Vier Jahre nach dem Putsch: Thailand vor "Rotem Sonntag"

Die Initiative "Roter Sonntag" erinnert an die Toten der Massenproteste. Zum vierten Jahrestag des Militärputsches wachsen die politischen Spannungen.

Protest der Gruppe "Roter Sonntag" in Bangkok. Bild: rts

BANGKOK taz | Es ist ein Straßentheater der besonderen Art: Sogenannte Rothemden, ihre Unterstützer und andere Aktivisten stellen die Ermordung von Demonstranten nach. Sie bemalen sich die Gesichter weiß, tunken Hände und Arme in blutrote Farbe. Auf Kommando lassen sie sich zu Boden gleiten. Die Umstehenden rufen laut: "Hier sind Menschen gestorben!"
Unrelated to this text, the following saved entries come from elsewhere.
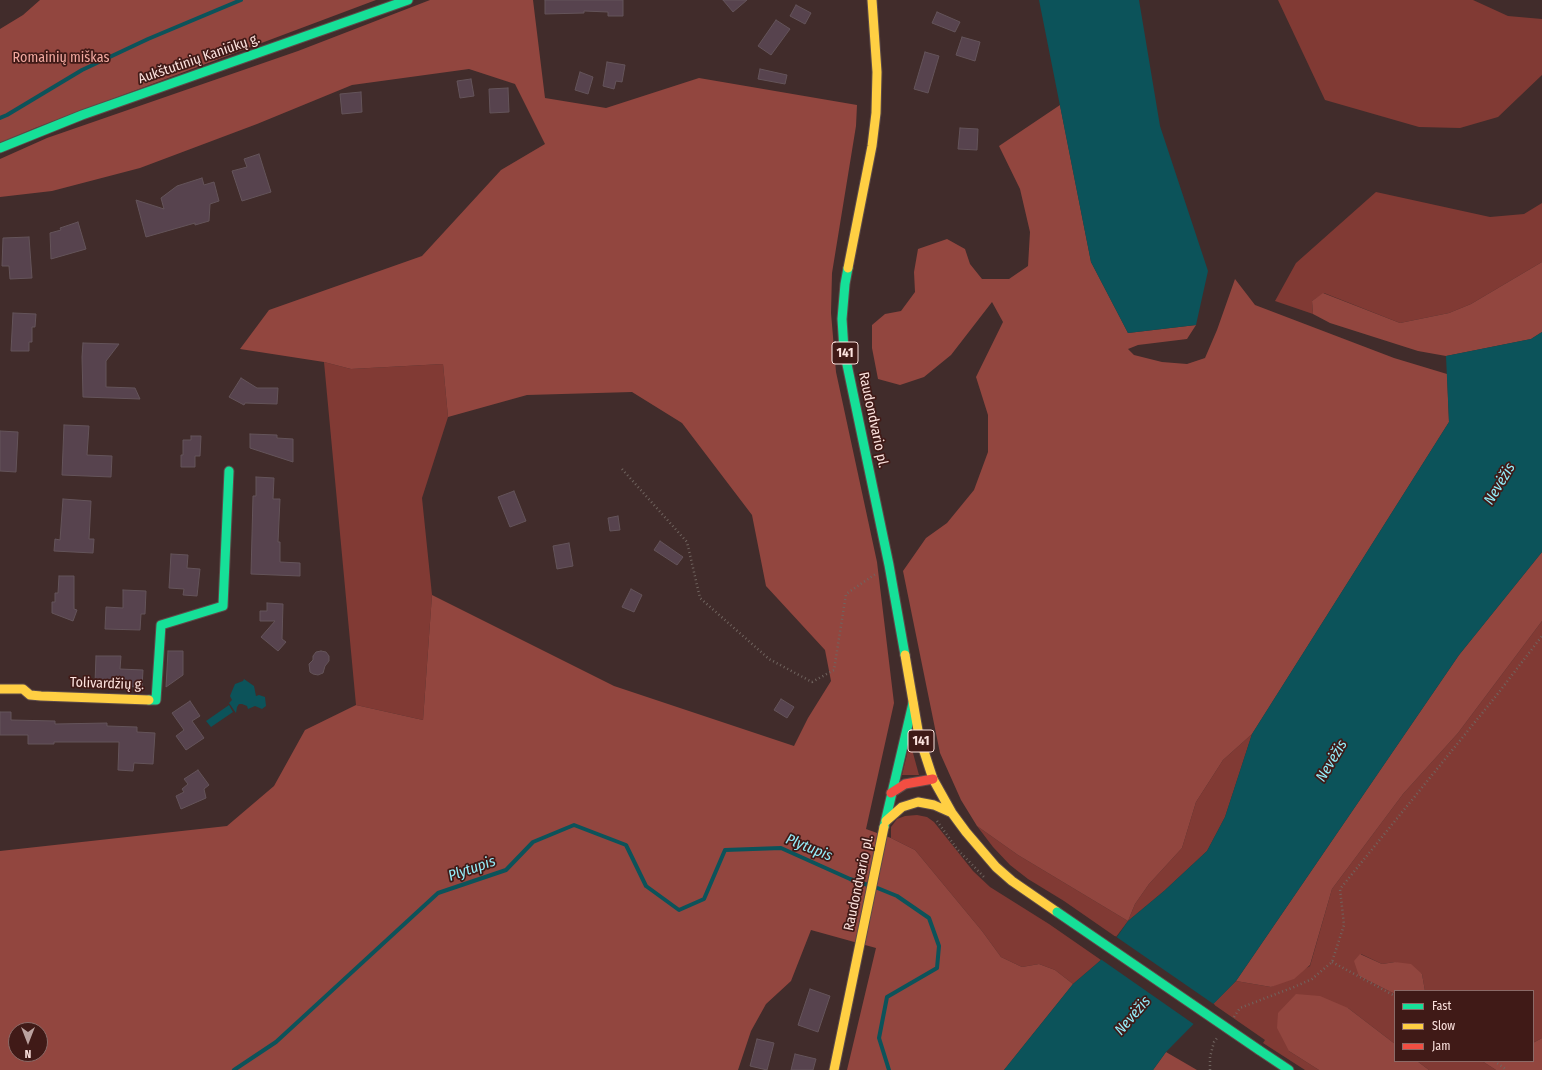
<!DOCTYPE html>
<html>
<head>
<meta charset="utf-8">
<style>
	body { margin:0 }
	#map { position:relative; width:1542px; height:1070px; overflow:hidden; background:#412c2b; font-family:"Fira Sans Condensed",sans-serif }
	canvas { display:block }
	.legend { position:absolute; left:1394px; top:990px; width:140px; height:72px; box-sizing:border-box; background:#401a17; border:1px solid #8b6a67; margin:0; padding:5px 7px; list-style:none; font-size:12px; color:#fce2de }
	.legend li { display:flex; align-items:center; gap:8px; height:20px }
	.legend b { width:20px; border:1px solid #8b6a67 }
	.north { position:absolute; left:8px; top:1022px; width:40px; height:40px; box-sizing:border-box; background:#401a17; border:1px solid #8b6a67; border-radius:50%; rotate:180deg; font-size:11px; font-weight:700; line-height:16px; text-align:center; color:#fce2de }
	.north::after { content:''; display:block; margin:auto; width:14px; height:18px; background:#bba29f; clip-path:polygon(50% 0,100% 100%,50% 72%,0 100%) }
</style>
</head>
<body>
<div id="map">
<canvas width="1542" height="1070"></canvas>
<ul class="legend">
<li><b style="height:5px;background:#16e098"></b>Fast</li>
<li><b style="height:5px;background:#ffcf43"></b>Slow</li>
<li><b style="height:5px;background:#f24e42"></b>Jam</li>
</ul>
<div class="north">N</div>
</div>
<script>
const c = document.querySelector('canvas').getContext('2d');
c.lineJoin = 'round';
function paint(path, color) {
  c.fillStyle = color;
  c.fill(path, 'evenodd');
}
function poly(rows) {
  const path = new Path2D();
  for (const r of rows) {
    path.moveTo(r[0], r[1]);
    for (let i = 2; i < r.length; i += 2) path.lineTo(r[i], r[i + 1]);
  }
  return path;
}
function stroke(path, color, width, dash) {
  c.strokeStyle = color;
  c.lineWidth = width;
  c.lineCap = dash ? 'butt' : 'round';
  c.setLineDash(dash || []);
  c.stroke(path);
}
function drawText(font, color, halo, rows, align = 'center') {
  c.font = font + ' "Fira Sans Condensed",sans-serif';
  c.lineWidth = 3.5;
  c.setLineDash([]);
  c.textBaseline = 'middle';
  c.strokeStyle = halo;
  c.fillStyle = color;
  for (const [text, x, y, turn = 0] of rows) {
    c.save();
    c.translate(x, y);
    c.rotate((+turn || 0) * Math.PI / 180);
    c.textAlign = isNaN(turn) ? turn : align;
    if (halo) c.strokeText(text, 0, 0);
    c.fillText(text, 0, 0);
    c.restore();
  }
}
const green = poly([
	[1278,0,1473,0,1508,16,1542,19,1542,75,1498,117,1460,128,1419,127,1325,100],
	[1376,192,1490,217,1524,214,1542,203,1542,262,1471,304,1449,313,1400,323,1324,293,1312,301,1313,314,1275,301,1296,263],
	[324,362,351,369,443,364,448,417,422,498,432,595,423,720,356,705],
	[1542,621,1542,1038,1533,1043,1533,991,1425,991,1422,974,1395,962,1382,964,1361,954,1359,976,1395,994,1395,1044,1348,1008,1289,1051,1319,1070,1305,1070,1263,1043,1265,1040,1213,1004,1236,981,1271,987,1310,966,1332,889,1403,794,1458,733],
	[1252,734,1225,817,1207,851,1164,891,1128,921,1116,937,1064,901,1028,879,1010,865,993,847,977,826,1018,855,1128,921,1135,904,1149,884,1182,848,1196,802,1223,760],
	[910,742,919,775,902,775],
	[917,815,927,817,934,822,973,871,990,887,1049,924,1101,960,1073,984,1055,970,1039,964,1022,967,1001,957,982,931,915,850,891,838,891,827,897,819,905,816],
	[1417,1061,1482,1061,1496,1070,1429,1070]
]);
const forest = poly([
	[40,0,376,0,35,128,0,143,0,29,23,15],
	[430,0,533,0,545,98,606,108,699,78,857,105,856,126,832,273,831,313,836,372,877,562,894,703,866,829,891,838,915,850,982,931,1001,957,1022,967,1039,964,1055,970,1073,984,1004,1070,847,1070,876,948,811,930,791,981,766,1004,751,1031,738,1070,0,1070,0,851,227,826,274,786,305,730,356,705,423,720,432,595,614,686,794,746,808,718,831,681,825,650,766,586,752,515,682,423,632,392,527,395,448,417,443,364,351,369,324,362,240,349,269,310,422,256,501,170,545,144,515,84,469,69,352,85,257,124,140,168,52,191,0,197,0,159,47,138,298,51],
	[16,1030,40,1030,40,1054,16,1054],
	[1060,105,1091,262,1128,333,1196,325,1187,339,1138,345,1128,349,1134,355,1162,362,1187,364,1205,358,1217,330,1235,279,1255,305,1394,358,1447,374,1449,422,1252,734,1223,760,1196,802,1182,848,1149,884,1135,904,1128,921,1018,855,977,826,961,800,940,753,903,571,926,538,947,523,974,490,988,452,988,415,976,377,1003,322,992,302,951,355,924,377,900,385,878,379,872,348,872,325,885,314,901,311,915,292,914,272,918,249,947,239,965,249,970,264,982,279,1009,279,1028,266,1030,232,1020,189,999,146],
	[1542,262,1542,332,1531,339,1446,356,1418,351,1330,323,1313,314,1312,301,1323,293,1400,323,1449,313,1471,304],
	[1542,552,1542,621,1458,733,1403,794,1332,889,1310,965,1294,979,1271,987,1236,981,1459,655],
	[1360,954,1382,964,1395,962,1411,964,1422,974,1425,991,1395,991,1395,994,1359,976,1354,961],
	[1296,994,1320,996,1348,1008,1395,1044,1395,1061,1417,1061,1429,1070,1319,1070,1289,1051,1277,1028,1278,1013],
	[1542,1038,1542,1070,1496,1070,1482,1061,1533,1061,1533,1043],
	[1166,1052,1197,1070,1153,1070]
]);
const water = poly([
	[1039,0,1139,0,1160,126,1208,271,1196,325,1128,333,1091,262],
	[1542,332,1542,552,1459,655,1236,981,1166,1052,1153,1070,1004,1070,1073,984,1101,960,1128,921,1164,891,1207,851,1225,817,1252,734,1449,422,1446,356,1531,339],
	[244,679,254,686,256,696,259,695,265,697,266,706,262,709,255,706,248,709,247,706,242,704,239,704,237,707,236,713,229,703,232,700,230,696,232,691,235,684,243,681],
	[229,705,233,712,211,727,206,721]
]);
const pier = poly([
	[1115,936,1215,1005,1195,1025,1099,958]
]);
const stream = poly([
	[0,118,7,115,82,70,148,39,241,0],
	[875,887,897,896,929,918,939,946,937,968,887,997,879,1038,889,1070],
	[234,1070,276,1042,438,893,506,870,533,842,574,825,626,845,646,886,679,910,704,899,725,850,781,848,850,879,868,885]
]);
const building = poly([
	[545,0,623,0,623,16,608,16,608,12,584,11,584,13,545,14,545,0],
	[723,0,747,0,733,12,723,0],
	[796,5,811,13,805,24,790,16,796,5],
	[937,12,960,22,955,32,932,23,937,12],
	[776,20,790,29,771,55,758,46,776,20],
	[962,37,980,42,975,61,956,55,962,37],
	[925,52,939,56,928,93,914,89,925,52],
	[607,62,625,65,622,82,616,81,614,89,603,86,607,62],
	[760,69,787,75,785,84,758,79,760,69],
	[580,72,593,77,588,94,575,90,580,72],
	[471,79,474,96,460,98,457,81,471,79],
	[508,88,509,112,490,113,489,89,508,88],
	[361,92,362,112,342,114,340,94,361,92],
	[960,128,978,129,977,150,958,149,960,128],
	[259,154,271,192,242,201,232,171,247,167,244,159,259,154],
	[202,178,204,185,214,182,219,201,210,204,209,221,195,225,195,223,146,237,136,200,164,209,161,198,177,186,202,178],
	[78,222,86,249,51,259,50,233,61,230,60,228,78,222],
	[29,237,32,278,10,279,9,266,2,266,3,238,29,237],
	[13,313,36,314,35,327,32,327,32,342,29,342,29,351,11,351,13,313],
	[83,343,119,344,106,361,106,387,135,388,140,399,83,397,82,357,83,343],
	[241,378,257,388,278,388,277,404,245,403,244,405,229,397,241,378],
	[64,425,89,426,87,455,112,456,111,477,62,475,64,425],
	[0,431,18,432,16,472,0,471,0,431],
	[250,434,277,435,277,438,293,439,293,462,250,448,250,434],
	[191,436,201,436,200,456,195,456,195,467,181,467,181,455,183,455,183,440,191,440,191,436],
	[256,477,274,478,273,499,280,499,278,542,280,542,280,562,300,563,300,576,251,574,253,496,256,496,256,477],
	[514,491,526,521,510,527,498,497,514,491],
	[63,499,91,501,89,539,94,539,93,553,54,551,55,539,60,540,63,499],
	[618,516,620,530,610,531,608,518,618,516],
	[660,541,683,557,677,565,654,550,660,541],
	[569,543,573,566,557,569,553,546,569,543],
	[171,554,188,555,187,568,200,569,197,596,183,595,184,589,169,588,171,554],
	[59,576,74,576,74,609,77,610,73,621,52,613,52,602,55,602,55,593,58,593,59,576],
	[631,589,642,595,634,612,622,607,631,589],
	[123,590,146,591,145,614,141,614,140,630,105,629,106,607,123,608,123,590],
	[267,603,283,604,282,639,286,642,278,651,261,637,275,621,260,621,260,611,267,611,267,603],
	[168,651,183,651,183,675,166,687,168,651],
	[321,651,326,652,329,656,329,661,325,666,323,673,318,675,313,674,310,672,309,664,313,660,313,656,316,652,321,651],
	[96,656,121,656,120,669,143,670,142,687,116,686,116,684,95,683,96,656],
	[781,699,794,707,787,718,774,710,781,699],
	[190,701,200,716,192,721,204,738,186,750,176,736,184,730,172,713,190,701],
	[0,712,11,712,11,720,55,721,55,724,107,723,107,726,137,727,137,732,155,733,153,764,134,763,133,771,118,770,119,742,54,742,54,744,28,744,28,735,0,735,0,712],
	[198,770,209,785,204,789,206,798,181,809,176,796,184,792,182,789,188,784,184,779,198,770],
	[810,989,830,996,818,1032,798,1025,810,989],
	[757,1039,774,1043,767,1070,750,1066,757,1039],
	[795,1054,816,1059,813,1070,791,1070,795,1054]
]);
const path = poly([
	[622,469,687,542,700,598,769,659,812,682,834,670,846,594,877,573],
	[937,821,957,849,985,878],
	[1332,962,1395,996],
	[1234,1017,1240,1008,1294,987,1312,979,1332,962,1344,925,1340,889,1496,696,1542,636],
	[1494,1061,1507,1070],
	[1210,1070,1210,1057,1214,1042,1217,1038]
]);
const fast = poly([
	[0,148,82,115,408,0],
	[848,268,845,284,842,319,844,350,889,565,905,655],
	[149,700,156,700,161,625,223,606,229,471],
	[884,827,913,703],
	[1259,1050,1289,1070]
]);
const slow = poly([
	[848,268,872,146,876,113,877,72,872,0],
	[905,655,919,736,933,779,952,813,966,832,996,867,1012,881,1057,912],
	[0,689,23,689,30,695,41,696,149,700],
	[886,821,902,807,918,802,934,805,952,813],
	[834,1070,884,827]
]);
const jam = poly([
	[891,793,905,784,933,779]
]);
const fastBridge = poly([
	[1057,912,1259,1050]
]);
const shields = [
	[845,353,26],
	[921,741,26]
];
const shieldNames = [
	["141",845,353],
	["141",921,741]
];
const parkNames = [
	["Romainių miškas",61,58]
];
const streetNames = [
	["Aukštutinių Kaniūkų g.",199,59,-19],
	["Raudondvario pl.",873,420,78],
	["Tolivardžių g.",107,684,2],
	["Raudondvario pl.",859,883,-78]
];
const waterNames = [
	["Nevėžis",1500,484,-59],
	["Nevėžis",1332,761,-59],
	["Plytupis",809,848,22],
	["Plytupis",472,869,-19],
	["Nevėžis",1133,1016,-49]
];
paint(green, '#813a34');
paint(forest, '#92463f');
paint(water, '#0c535a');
paint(pier, '#412c2b');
stroke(stream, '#0c535a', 4);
paint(building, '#57434e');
stroke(building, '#64545a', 1);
stroke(fast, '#5d4b49', 11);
stroke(slow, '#5d4b49', 11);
stroke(jam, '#5d4b49', 11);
stroke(path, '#70645f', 2.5, [1, 3]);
stroke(fast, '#16e098', 9);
stroke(slow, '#ffcf43', 9);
stroke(jam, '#f24e42', 9);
stroke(fastBridge, '#5d4b49', 11, []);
stroke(fastBridge, '#16e098', 9);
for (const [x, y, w] of shields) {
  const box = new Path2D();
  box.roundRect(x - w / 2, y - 11, w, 22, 3);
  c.fillStyle = '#401a17';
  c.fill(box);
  stroke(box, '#fce2de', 1);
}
drawText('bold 13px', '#fce2de', null, shieldNames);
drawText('14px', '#f2a9a0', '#401a17', parkNames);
drawText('14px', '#fce2de', '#401a17', streetNames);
drawText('italic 15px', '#94eefa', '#401a17', waterNames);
</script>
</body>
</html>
So geht es seit Wochen. Dass in Bangkok immer noch Ausnahmezustand herrscht, der Versammlungen von mehr als fünf Personen verbietet, stört die Demonstranten nicht. Viele erscheinen zwar nicht mehr unter dem offiziellen Logo Rothemden-Organisation "Vereinigte Front für Demokratie gegen Diktatur" (UDD), deren Führer wegen Terrorismusvorwürfen in Haft sitzen oder untergetaucht sind. Aber es gehen wieder Gruppen auf die Straße, wenn auch wesentlich kleinere - eine davon ist die Initiative "Roter Sonntag".

"Viele Menschen scheinen längst vergessen zu haben, dass es um die 90 Tote gegeben hat", sagt ein Sympathisant zur taz und schaut zu, wie andere rote Bänder an der Ratchaprasong-Kreuzung anbringen - dort, wo die roten Proteste im Mai von Thailands Armee niedergeschlagen wurden. Die "Roten Sonntage" sind ein Ventil - traumatisierte Angehörige und Anhänger der Roten erhalten dabei Unterstützung von Mitstreitern. Teilnehmerin Aun Aun ist geschockt, wenn sie mit Bekannten über Politik diskutiert: "Es gibt Leute, die meinen, die Betroffenen hätten das bekommen, was sie verdienen", sagt die junge Frau. Sie kann es nicht fassen: "Ich versuche ihnen dann zu erklären, dass die Regierung kein Recht hat, Menschen zu töten oder zu verletzen."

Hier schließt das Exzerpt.